Scharborn, Neuwerk, Cüxhaven (ou, si l’on veut, la pointe du saillant, qui est au fort même de Kügelbaake) sont en ligne droite et longés par le chenal principal, disons plutôt le chenal officiel du fleuve.

Ces trois points nous apparaissent, sur les cartes géographiques qui se piquent de donner quelques détails d’hydrographie, comme enveloppés par le même immense banc de sable vasard, couvert à mer haute, découvert à mer basse, qui semble s’étendre sans solution de continuité jusqu’à l’estuaire de la Weser. Ce n’est là qu’une apparence. Ces « watten, » d’ailleurs assez fermes pour qu’on puisse aller à pied ou en voiture légère de Cuxhaven à Neuwerk[14], — ce qui détruit une des allégations favorites de mes adversaires — sont en réalité sillonnés de chenaux assez profonds, les « baljen » dont j’ai déjà parlé plus haut et qui sont fort bien tracés à l’Ouest et au Sud-Ouest de Neuwerk. Que l’on se serve de ces chenaux, — après les avoir balisés à nouveau et dragués, — pour prendre à revers les défenses de l’îlot, s’il en existe[15], en tout cas pour battre d’écharpe les ouvrages de Döse, ou bien que l’on se tienne à la limite des Watten, on restera toujours en dedans de la portée maxima des bouches à feu des bâtimens, par conséquent on exécutera des tirs efficaces sur le saillant de Cüxhaven. Mais les bâtimens dont il est question ici ne peuvent être que des navires spécialisés pour la guerre de côtes, monitors à fond plat, batteries flottantes, canonnières cuirassées, chalands armés, etc. Les bâtimens de haut bord se réserveront le grand chenal de l’Elbe et le vaste espace de mer libre qui s’étend au Nord-Ouest du Medem Sand.

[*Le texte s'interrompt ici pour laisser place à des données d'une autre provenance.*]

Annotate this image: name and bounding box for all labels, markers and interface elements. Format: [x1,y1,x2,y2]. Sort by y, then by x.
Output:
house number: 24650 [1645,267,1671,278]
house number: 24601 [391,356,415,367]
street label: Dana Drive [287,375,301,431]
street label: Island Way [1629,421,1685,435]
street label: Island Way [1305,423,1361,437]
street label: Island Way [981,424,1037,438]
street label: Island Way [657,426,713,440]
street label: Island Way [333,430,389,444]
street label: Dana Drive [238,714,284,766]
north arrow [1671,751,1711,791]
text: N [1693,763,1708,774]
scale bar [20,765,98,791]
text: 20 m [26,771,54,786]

Les feux des deux groupes d’unités désignées pour l’attaque se croiseront ainsi sur les buts à battre, à angle droit, à peu près. Serait-il possible de faire mieux et de prendre à revers les ouvrages de Cüxhaven avec des bâtimens de tirant d’eau moyen, pénétrant dans l’Elbe jusqu’en amont de la ville ? Peut-être. Mais c’est encore ici un point réservé. Quoi qu’il en soit, observons que, ni les navires spéciaux opérant dans la région des Watten, ni les grandes unités opérant dans le chenal de l’Elbe ne sauraient être pris entre deux feux. Les premiers ont derrière eux la mer[16] ; les seconds présentent, d’une manière générale, le flanc de bâbord aux terres des Dittmarschen qui forment la rive Est du vaste estuaire extérieur ; mais les points les plus rapprochés du grand chenal, dans ces Dittmarschen, en restent encore à 25 kilomètres. On se trouve donc là, pour des motifs différens, dans des conditions aussi avantageuses que pour l’attaque de Borkum par l’Ems occidental.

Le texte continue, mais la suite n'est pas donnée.